Scribd, c’est le paradis des lecteurs. En tout cas de ceux qui n’ont pas besoin de sentir le papier sous leurs doigts pour apprécier un bon livre. Depuis début février, le site et l’application offrent un accès en streaming quasi illimité (nous y reviendrons) à près d’un million d’œuvres au prix de 8,99 dollars (8,40 francs) par mois.

Preuve que le concept convainc, le site a enregistré une hausse de 40% de ses abonnés sur un an. Avec 700 000 abonnés, il a généré 50 millions de dollars de revenus en 2017, assure son fondateur Trip Adler. Désormais bénéficiaire, Scribd, basé à San Francisco, peut se permettre de passer à l’illimité ou plutôt de repasser à l’illimité. C’était déjà le cas en 2013 mais la voracité de certains lecteurs (notamment de romans à l’eau de rose type Harlequin) avait poussé Trip Adler et ses équipes à limiter la lecture à trois e-livres et un livre audio par mois.

60 millions de documents

A l’origine, en 2007, Scribd était une plateforme d’édition utilisée pour mettre en ligne par exemple un article pour une revue universitaire. Trip Adler a eu l’idée au cours de ses études à Harvard. Ce service serait aujourd’hui utilisé par 100 millions de personnes dans le monde avec 60 millions de documents «uploadés». Mais ce «YouTube des documents» est devenu «le Netflix des livres».

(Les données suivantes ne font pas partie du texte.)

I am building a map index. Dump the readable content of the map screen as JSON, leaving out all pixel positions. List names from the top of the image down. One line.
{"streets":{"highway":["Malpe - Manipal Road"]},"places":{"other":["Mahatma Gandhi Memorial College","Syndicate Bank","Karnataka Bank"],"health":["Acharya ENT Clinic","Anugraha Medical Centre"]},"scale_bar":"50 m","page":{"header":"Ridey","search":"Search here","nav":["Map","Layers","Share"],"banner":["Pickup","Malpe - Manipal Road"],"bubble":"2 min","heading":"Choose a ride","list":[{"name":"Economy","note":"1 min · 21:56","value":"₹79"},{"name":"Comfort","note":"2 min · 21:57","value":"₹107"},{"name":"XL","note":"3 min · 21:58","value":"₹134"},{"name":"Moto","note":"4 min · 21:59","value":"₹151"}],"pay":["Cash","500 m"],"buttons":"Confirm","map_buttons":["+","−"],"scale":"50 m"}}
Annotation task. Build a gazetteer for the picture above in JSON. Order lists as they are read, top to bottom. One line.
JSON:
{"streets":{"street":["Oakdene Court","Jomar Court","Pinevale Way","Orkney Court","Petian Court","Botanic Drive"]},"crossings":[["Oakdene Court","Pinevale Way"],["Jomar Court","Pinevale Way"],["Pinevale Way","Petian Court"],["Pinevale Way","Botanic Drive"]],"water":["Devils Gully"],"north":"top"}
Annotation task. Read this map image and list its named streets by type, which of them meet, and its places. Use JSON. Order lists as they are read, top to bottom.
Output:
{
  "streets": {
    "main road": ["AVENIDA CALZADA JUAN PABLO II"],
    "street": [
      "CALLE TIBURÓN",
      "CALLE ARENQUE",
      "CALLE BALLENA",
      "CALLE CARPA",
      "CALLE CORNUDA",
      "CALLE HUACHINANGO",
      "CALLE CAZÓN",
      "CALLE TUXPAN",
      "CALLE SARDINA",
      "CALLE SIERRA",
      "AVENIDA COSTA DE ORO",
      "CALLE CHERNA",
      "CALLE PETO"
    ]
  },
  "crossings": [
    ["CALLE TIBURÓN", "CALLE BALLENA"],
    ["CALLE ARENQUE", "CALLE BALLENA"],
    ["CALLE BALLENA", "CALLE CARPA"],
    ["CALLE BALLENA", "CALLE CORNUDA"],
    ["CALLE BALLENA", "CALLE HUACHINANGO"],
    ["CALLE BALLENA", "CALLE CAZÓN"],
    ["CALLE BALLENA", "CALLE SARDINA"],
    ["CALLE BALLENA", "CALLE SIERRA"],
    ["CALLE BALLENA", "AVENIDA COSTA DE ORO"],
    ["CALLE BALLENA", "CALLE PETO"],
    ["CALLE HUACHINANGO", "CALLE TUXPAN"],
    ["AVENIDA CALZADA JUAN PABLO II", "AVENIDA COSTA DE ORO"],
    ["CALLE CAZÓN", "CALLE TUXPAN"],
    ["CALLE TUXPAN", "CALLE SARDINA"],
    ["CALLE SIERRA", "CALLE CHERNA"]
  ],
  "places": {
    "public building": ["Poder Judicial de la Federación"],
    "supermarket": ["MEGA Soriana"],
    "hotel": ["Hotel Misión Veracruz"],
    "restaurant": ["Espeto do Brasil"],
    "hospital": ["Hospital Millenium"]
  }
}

Le site comme l’application ont une page d’accueil épurée, où les suggestions de lecture regroupées par genre n’occupent qu’une partie du fond blanc. Sur la gauche, les catégories à disposition: livres audio, e-livres, documents, partitions musicales mais aussi journaux et magazines.

Presque de l’illimité

Jusqu’à récemment, Scribd proposait même des comic books. L’intérêt des abonnés pour le service n’a pas été suffisant aux yeux de Trip Adler et ses équipes qui ont décidé de l’arrêter. Des podcasts pourraient en revanche bientôt renforcer l’offre. Comme Netflix, Scribd laisse ses abonnés télécharger certaines œuvres. Plus pratique que le streaming quand l’utilisateur perd du réseau lors d’un voyage en train par exemple.

La notion d’illimité est toutefois à relativiser. Les abonnés ayant tendance à «surconsommer» perdent leur accès aux titres les plus populaires au-delà d’un certain seuil. Ces «super-utilisateurs» représenteraient jusqu’à 8% des abonnés.

Des best-sellers absents

Pour l’utilisateur moyen, le problème est ailleurs. Si Scribd revendique près d’un million de titres, beaucoup ne sont que des livres autoédités. Les best-sellers ne sont pas tous accessibles. Là encore, le parallèle avec Netflix s’impose. Le site de streaming, qui propose très peu de films anciens, ne fait pas toujours la joie des cinéphiles.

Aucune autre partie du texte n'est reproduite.